• [What the task asks]
Set down exactly the first line of the entries and every line after it, through the line with "position:relative; width:1083px; height:1213px;".

• [Dataset entries]
++++++++++

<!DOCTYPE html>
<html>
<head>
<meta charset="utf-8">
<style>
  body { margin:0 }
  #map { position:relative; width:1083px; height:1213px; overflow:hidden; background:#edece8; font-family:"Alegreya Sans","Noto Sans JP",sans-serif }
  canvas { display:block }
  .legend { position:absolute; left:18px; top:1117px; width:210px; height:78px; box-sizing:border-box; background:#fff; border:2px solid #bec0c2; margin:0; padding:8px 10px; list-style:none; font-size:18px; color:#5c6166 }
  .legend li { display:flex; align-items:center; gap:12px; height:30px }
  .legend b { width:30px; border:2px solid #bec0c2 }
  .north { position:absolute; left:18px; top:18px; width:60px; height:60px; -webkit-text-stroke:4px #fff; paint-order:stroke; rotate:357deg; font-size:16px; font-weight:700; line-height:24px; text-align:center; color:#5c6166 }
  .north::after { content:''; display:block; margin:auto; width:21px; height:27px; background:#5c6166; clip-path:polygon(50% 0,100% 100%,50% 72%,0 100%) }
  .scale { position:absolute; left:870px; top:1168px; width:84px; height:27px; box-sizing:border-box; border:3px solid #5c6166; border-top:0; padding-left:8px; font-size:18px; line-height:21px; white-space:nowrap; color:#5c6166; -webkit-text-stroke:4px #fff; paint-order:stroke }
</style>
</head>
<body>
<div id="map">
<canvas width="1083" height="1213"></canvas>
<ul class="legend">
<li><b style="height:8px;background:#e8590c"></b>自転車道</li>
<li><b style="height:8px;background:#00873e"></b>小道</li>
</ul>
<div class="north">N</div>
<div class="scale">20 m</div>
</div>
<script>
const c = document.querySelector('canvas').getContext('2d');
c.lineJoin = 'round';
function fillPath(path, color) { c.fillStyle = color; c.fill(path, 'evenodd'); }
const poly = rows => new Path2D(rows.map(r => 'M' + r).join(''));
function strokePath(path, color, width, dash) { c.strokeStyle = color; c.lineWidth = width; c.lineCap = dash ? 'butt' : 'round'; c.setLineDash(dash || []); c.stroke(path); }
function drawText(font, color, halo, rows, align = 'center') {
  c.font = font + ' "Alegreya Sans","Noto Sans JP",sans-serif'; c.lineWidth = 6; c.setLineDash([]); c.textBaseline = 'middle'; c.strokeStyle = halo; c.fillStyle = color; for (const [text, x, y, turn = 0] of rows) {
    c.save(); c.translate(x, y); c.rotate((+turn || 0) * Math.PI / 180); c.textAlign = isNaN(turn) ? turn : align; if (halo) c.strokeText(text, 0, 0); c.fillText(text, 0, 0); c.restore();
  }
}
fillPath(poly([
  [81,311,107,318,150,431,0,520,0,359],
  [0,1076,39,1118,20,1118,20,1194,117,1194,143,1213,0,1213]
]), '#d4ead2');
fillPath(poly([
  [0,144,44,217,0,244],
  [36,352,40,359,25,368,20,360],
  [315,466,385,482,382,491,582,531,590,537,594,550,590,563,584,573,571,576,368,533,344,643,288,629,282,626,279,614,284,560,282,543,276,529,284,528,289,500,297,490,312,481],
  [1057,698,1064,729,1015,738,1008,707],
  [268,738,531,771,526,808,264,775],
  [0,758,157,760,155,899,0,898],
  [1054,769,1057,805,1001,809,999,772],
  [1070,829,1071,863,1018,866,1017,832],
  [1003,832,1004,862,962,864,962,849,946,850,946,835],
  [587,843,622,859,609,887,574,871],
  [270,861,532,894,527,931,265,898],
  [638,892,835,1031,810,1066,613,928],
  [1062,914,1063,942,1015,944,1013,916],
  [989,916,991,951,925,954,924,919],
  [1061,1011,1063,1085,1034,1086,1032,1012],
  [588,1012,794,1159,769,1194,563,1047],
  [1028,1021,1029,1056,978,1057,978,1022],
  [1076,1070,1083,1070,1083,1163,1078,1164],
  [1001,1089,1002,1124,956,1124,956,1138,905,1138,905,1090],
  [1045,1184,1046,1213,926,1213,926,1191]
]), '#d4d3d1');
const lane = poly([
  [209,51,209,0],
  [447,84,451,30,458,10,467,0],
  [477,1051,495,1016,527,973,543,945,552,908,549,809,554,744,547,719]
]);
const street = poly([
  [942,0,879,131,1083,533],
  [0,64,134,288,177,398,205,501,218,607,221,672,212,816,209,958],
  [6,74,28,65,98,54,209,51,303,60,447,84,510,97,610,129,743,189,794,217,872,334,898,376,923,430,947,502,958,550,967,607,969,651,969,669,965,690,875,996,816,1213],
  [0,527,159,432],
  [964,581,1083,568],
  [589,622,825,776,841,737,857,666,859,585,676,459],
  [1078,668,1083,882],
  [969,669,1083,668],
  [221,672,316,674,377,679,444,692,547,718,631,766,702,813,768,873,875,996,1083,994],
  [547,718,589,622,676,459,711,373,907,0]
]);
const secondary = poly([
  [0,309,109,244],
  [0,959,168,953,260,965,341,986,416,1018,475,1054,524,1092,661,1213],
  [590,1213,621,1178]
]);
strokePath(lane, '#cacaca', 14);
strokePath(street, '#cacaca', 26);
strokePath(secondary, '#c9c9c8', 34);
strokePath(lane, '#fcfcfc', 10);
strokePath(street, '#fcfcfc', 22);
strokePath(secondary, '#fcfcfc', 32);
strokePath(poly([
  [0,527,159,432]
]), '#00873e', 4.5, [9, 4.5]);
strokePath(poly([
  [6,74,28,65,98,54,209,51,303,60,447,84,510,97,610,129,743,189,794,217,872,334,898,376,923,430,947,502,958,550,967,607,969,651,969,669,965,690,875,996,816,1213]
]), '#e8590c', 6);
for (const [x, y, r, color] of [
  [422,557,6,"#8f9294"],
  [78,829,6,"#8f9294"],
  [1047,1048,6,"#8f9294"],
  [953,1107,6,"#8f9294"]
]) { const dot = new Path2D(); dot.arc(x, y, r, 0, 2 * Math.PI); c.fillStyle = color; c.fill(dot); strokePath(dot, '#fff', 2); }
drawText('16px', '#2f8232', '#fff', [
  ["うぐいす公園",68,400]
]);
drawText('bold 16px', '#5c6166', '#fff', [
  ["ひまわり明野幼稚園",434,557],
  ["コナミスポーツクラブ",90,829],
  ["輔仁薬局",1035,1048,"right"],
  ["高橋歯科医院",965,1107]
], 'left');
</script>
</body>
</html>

++++++++++

• [Task output]
<!DOCTYPE html>
<html>
<head>
<meta charset="utf-8">
<style>
  body { margin:0 }
  #map { position:relative; width:1083px; height:1213px; overflow:hidden; background:#edece8; font-family:"Alegreya Sans","Noto Sans JP",sans-serif }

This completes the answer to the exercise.